____ DATA FOR REVIEW
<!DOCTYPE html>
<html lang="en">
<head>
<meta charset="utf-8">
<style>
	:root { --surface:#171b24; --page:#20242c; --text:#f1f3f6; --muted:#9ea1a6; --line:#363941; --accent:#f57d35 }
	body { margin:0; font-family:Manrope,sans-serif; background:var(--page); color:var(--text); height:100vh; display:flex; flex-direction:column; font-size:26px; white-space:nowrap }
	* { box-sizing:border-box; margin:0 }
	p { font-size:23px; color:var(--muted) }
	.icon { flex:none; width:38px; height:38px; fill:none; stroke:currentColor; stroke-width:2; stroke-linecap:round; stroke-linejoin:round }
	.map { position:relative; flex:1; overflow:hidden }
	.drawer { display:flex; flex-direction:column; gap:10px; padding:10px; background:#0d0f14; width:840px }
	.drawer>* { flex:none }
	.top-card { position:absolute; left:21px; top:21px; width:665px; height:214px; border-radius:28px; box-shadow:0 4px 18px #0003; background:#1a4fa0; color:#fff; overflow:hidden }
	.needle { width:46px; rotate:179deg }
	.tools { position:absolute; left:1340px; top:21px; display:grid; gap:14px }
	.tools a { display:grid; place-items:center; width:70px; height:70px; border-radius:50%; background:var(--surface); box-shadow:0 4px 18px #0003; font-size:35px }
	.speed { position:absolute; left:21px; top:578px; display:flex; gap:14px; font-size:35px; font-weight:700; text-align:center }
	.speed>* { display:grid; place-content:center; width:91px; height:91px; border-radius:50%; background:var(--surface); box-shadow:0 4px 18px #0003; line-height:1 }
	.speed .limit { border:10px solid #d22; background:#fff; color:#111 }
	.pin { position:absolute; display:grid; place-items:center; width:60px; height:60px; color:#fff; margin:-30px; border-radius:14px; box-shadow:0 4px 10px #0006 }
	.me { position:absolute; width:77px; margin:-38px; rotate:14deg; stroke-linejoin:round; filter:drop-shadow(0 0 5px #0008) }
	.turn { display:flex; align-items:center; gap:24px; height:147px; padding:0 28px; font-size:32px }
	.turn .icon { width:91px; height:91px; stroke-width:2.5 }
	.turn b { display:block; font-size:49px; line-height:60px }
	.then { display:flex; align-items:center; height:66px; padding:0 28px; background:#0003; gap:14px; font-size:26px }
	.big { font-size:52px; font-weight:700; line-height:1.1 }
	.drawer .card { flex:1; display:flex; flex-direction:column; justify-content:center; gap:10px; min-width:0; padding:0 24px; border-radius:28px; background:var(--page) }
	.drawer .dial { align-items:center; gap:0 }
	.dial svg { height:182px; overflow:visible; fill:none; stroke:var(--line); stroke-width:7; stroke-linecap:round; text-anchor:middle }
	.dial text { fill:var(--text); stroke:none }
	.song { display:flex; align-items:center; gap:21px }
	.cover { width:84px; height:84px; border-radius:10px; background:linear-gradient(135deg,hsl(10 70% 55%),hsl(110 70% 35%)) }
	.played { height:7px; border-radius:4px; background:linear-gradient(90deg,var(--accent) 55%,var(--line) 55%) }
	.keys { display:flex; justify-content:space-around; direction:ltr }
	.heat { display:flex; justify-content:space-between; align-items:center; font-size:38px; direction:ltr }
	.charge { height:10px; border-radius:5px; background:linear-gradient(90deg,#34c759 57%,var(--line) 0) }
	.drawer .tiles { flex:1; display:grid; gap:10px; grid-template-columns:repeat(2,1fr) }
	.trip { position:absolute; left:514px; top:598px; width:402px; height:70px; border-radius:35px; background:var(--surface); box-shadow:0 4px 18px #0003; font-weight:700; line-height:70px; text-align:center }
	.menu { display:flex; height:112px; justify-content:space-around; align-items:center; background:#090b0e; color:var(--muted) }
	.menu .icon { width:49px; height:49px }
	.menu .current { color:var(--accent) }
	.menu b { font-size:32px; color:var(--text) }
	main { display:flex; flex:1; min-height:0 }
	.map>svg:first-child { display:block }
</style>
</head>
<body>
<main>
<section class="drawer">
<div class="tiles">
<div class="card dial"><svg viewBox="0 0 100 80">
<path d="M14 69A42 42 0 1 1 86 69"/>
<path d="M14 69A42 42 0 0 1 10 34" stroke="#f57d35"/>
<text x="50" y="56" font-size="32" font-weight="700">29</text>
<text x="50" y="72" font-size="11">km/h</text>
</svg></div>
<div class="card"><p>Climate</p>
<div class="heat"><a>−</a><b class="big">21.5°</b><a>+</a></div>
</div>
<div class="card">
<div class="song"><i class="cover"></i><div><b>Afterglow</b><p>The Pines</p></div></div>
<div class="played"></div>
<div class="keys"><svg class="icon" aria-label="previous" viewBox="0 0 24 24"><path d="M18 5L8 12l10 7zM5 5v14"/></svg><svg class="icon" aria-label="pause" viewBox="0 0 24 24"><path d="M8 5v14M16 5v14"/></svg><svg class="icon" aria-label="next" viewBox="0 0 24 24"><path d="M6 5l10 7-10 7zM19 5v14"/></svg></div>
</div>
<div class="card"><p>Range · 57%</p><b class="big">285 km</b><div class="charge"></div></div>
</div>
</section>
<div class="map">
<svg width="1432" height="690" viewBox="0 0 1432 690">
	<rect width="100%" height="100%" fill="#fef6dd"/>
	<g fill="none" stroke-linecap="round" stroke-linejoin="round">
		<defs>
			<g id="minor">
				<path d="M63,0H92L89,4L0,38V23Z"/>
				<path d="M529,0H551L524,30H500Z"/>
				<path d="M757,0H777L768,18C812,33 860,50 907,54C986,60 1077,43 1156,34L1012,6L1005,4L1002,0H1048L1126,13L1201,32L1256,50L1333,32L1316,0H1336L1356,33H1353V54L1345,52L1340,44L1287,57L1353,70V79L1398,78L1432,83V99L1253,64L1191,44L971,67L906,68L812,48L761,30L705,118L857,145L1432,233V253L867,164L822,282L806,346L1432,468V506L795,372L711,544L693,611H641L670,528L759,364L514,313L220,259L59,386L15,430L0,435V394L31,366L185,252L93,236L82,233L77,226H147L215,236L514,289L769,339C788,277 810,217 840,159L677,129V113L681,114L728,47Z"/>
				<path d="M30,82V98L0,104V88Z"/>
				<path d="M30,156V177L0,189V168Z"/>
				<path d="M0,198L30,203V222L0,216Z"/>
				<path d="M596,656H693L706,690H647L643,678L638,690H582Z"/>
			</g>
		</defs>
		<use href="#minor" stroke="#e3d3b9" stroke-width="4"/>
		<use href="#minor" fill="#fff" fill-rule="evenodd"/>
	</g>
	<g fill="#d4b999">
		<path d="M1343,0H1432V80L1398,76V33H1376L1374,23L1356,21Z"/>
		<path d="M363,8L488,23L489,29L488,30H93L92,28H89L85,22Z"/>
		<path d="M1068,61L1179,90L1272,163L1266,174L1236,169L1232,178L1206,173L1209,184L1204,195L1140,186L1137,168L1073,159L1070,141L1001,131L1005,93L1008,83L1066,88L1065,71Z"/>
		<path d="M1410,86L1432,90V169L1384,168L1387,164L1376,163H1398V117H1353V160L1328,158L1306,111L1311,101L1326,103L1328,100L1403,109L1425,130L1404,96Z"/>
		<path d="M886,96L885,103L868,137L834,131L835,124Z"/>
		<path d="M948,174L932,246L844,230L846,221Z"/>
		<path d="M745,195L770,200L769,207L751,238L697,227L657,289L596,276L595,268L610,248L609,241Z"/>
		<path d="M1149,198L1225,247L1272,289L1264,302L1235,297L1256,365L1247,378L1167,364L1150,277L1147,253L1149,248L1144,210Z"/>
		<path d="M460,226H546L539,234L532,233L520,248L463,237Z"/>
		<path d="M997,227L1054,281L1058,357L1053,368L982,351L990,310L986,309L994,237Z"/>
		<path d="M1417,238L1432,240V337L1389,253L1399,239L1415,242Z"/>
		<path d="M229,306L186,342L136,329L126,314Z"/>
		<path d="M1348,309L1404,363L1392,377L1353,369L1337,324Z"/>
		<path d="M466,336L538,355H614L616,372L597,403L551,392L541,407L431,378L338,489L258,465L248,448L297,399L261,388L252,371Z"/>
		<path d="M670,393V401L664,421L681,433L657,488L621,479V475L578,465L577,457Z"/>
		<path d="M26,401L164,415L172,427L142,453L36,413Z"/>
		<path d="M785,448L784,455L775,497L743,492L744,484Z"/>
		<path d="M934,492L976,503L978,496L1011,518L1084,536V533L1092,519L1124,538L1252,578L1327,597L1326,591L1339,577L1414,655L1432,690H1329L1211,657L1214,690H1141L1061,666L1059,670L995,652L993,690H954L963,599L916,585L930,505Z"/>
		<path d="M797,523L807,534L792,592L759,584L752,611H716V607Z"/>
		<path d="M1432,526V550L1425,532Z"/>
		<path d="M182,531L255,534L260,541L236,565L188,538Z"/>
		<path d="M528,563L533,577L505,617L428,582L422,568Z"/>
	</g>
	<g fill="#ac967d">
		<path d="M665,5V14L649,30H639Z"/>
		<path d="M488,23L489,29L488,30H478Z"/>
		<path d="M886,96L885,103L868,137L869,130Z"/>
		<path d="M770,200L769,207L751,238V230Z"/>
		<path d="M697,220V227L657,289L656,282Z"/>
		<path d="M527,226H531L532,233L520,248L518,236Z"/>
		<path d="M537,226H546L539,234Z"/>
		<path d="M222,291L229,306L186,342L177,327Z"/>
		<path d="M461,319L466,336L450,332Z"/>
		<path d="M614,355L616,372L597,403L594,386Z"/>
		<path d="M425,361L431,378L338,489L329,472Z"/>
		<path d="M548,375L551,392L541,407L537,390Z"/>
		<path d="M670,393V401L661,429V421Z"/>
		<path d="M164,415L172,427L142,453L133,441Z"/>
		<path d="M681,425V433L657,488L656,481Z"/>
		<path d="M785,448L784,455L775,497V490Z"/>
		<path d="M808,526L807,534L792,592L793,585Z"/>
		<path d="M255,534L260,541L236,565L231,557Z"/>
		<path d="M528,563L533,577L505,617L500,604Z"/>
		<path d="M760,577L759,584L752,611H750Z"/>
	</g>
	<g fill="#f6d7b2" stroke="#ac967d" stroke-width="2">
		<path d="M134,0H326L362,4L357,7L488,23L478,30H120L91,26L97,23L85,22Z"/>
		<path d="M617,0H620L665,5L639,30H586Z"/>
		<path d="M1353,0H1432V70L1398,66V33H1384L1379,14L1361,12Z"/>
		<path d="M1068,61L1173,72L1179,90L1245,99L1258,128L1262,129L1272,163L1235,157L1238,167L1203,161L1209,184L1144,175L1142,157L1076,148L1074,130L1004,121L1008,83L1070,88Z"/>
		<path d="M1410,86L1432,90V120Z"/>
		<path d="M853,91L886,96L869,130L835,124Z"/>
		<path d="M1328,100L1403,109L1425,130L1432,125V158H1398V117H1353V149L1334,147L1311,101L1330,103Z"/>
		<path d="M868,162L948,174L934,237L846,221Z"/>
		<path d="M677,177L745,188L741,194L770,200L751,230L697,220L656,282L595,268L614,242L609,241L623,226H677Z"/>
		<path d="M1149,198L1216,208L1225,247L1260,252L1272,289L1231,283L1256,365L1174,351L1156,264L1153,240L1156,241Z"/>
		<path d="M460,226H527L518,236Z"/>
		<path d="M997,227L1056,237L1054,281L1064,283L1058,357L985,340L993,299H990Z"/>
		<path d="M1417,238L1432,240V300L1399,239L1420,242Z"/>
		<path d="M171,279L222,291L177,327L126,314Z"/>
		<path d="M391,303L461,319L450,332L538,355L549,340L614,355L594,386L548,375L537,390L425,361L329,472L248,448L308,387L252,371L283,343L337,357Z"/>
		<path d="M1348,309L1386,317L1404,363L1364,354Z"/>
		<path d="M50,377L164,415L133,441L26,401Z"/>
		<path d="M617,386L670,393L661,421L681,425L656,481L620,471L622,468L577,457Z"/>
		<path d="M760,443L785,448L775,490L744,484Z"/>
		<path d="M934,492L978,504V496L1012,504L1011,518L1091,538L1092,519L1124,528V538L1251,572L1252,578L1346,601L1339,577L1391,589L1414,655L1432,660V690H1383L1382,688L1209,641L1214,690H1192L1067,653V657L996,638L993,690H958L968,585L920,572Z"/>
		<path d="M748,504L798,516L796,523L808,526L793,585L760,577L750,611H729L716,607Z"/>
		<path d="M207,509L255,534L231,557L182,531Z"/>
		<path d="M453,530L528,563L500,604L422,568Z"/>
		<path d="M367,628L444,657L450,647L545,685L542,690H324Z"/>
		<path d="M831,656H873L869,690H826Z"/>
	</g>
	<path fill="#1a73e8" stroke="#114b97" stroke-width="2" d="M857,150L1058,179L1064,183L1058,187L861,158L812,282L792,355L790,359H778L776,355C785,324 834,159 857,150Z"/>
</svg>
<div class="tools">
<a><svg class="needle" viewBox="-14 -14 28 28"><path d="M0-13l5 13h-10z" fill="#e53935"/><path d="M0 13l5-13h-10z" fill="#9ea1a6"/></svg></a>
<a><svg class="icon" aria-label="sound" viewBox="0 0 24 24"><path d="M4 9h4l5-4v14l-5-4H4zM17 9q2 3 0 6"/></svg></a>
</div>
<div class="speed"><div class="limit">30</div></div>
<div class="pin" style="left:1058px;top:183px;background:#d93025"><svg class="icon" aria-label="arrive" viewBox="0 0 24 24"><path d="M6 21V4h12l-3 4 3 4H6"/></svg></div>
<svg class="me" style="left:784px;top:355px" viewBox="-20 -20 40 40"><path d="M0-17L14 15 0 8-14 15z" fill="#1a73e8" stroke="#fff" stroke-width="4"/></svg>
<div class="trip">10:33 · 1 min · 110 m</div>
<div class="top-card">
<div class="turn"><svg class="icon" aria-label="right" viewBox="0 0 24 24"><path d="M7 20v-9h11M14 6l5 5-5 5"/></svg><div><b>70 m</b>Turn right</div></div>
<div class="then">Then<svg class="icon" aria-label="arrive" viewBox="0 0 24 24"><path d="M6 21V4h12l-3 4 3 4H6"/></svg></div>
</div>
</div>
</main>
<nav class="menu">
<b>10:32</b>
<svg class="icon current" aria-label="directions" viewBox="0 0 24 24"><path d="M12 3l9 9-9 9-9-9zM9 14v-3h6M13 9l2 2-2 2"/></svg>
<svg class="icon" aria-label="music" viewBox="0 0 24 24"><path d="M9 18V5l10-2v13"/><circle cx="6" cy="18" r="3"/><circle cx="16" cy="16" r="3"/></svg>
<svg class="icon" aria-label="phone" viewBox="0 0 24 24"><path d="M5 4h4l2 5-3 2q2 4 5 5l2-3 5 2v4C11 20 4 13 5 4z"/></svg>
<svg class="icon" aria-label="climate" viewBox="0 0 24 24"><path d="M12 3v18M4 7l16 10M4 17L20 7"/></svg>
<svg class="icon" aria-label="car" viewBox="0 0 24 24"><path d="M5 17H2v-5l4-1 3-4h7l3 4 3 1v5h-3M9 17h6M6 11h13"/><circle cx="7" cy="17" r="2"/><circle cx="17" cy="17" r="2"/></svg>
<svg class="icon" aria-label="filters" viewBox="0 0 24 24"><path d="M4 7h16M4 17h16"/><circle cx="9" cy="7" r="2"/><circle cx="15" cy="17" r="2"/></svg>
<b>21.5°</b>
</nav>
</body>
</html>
________
Print exactly the lines from the beginning of the entries through the line with "--surface:#171b24; --page:#20242c; --text:#f1f3f6;". Output nothing more.

- _TASK SOLUTION_:
<!DOCTYPE html>
<html lang="en">
<head>
<meta charset="utf-8">
<style>
	:root { --surface:#171b24; --page:#20242c; --text:#f1f3f6; --muted:#9ea1a6; --line:#363941; --accent:#f57d35 }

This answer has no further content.